> _TASK PROMPT_:
What are the lines, copied exactly, from the one containing "For a GIS import: Serialize" through the final line of the material? Leave the pictures out.

---*---

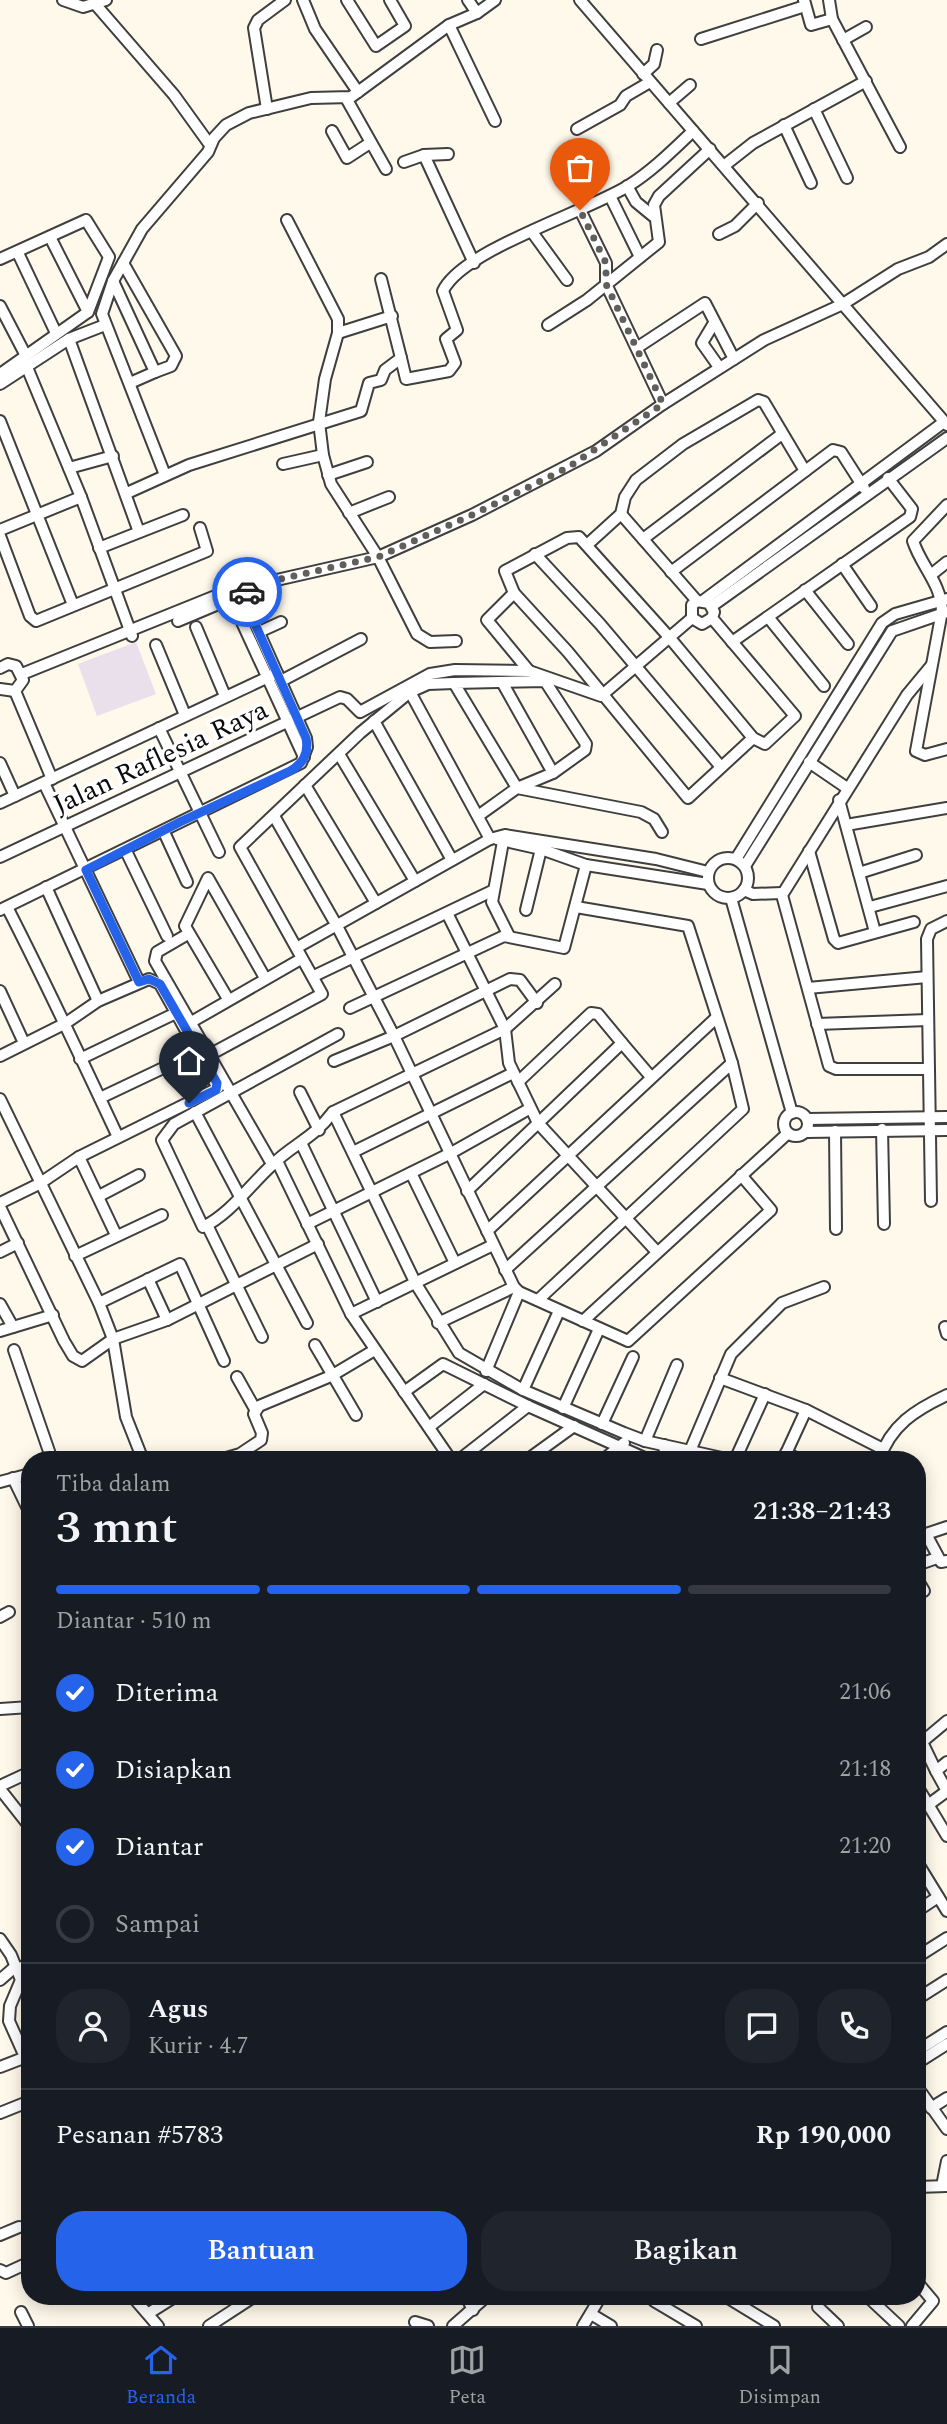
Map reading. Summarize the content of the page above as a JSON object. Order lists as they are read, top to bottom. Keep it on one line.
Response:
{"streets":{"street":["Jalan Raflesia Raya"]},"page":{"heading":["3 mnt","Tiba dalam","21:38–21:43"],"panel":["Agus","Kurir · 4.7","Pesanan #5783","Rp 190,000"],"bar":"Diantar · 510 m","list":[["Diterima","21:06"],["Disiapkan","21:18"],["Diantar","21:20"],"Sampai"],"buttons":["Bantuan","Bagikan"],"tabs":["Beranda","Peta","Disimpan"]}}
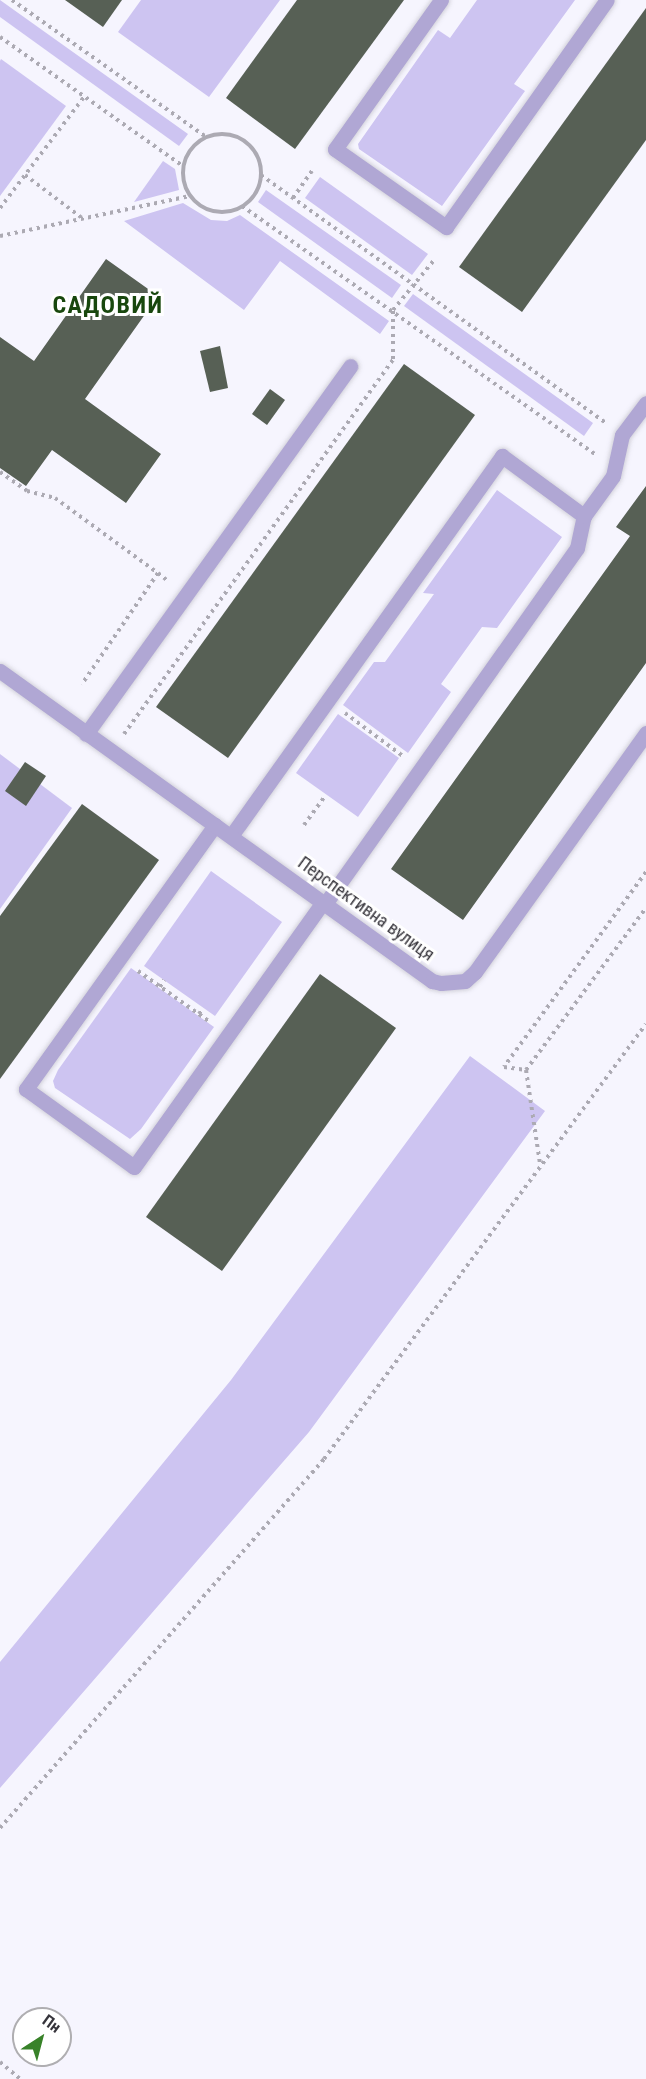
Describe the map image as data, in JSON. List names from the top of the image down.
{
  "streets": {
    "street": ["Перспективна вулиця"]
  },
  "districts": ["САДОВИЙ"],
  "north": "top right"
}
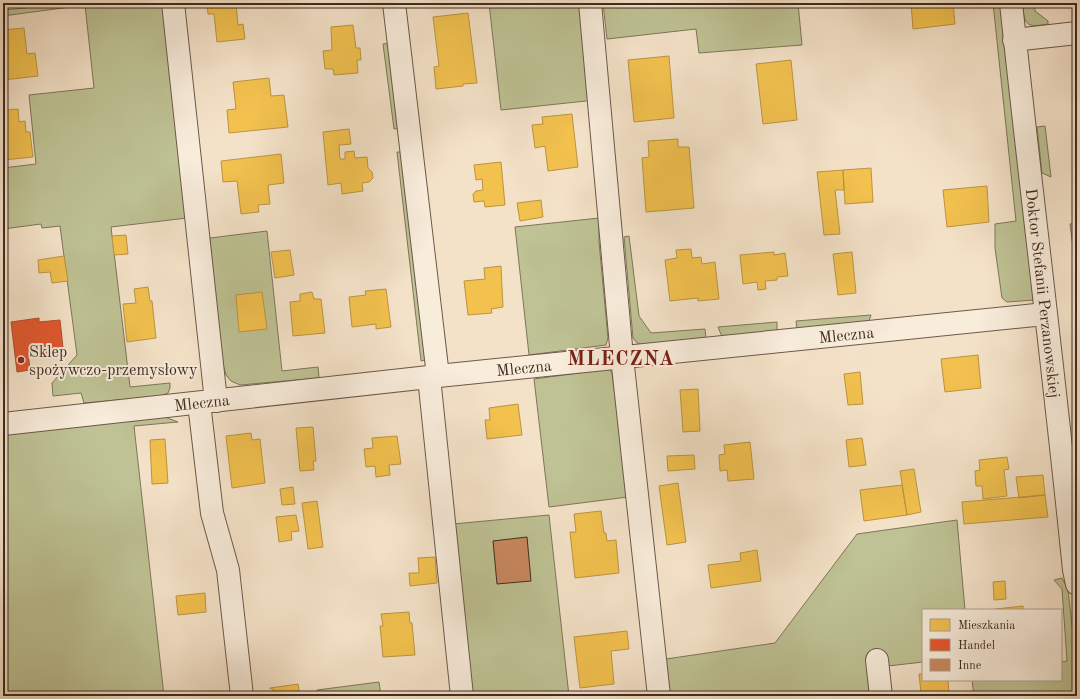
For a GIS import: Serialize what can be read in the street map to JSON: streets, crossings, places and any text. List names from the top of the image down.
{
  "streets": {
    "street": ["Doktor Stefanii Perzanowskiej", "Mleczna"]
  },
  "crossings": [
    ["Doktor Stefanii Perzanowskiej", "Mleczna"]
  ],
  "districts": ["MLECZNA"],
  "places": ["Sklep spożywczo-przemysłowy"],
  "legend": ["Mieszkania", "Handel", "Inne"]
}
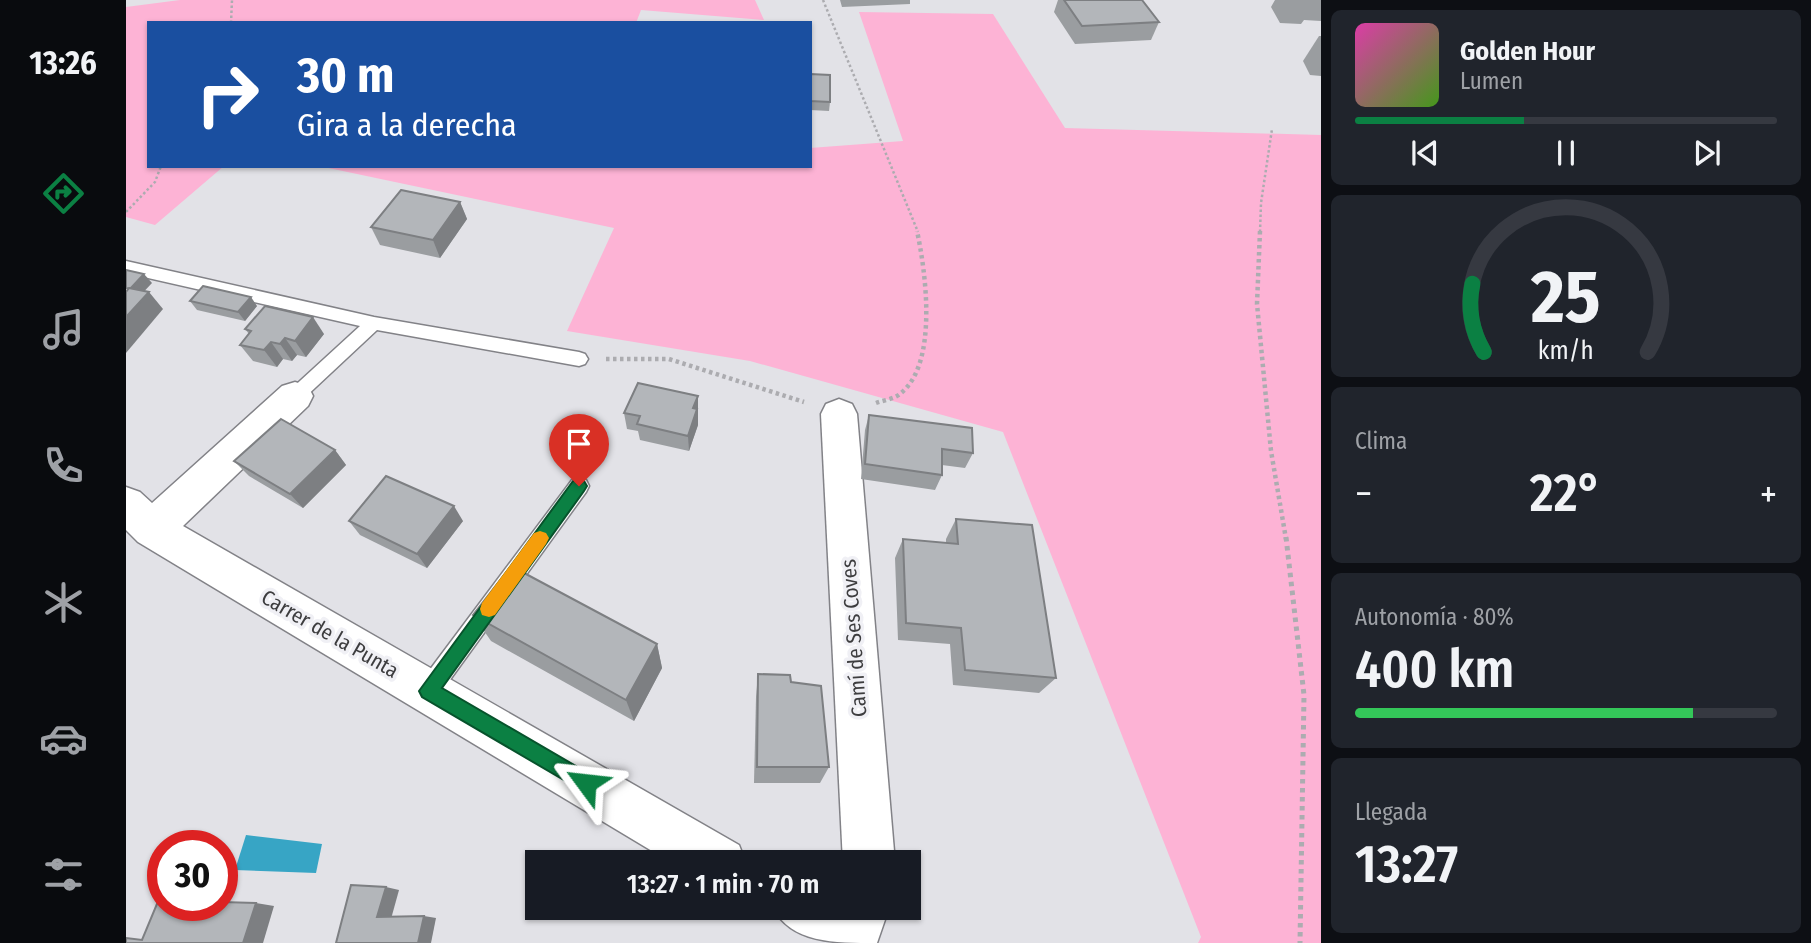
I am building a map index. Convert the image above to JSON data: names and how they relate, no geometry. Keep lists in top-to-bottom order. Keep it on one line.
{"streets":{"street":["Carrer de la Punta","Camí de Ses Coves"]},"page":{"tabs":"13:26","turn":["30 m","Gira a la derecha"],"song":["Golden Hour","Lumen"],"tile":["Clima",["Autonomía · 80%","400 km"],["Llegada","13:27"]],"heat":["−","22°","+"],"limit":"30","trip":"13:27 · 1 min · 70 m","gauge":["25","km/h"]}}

---*---

> _TASK ANSWER_:
For a GIS import: Serialize what can be read in the street map to JSON: streets, crossings, places and any text. List names from the top of the image down.
{
  "streets": {
    "street": ["Doktor Stefanii Perzanowskiej", "Mleczna"]
  },
  "crossings": [
    ["Doktor Stefanii Perzanowskiej", "Mleczna"]
  ],
  "districts": ["MLECZNA"],
  "places": ["Sklep spożywczo-przemysłowy"],
  "legend": ["Mieszkania", "Handel", "Inne"]
}
I am building a map index. Convert the image above to JSON data: names and how they relate, no geometry. Keep lists in top-to-bottom order. Keep it on one line.
{"streets":{"street":["Carrer de la Punta","Camí de Ses Coves"]},"page":{"tabs":"13:26","turn":["30 m","Gira a la derecha"],"song":["Golden Hour","Lumen"],"tile":["Clima",["Autonomía · 80%","400 km"],["Llegada","13:27"]],"heat":["−","22°","+"],"limit":"30","trip":"13:27 · 1 min · 70 m","gauge":["25","km/h"]}}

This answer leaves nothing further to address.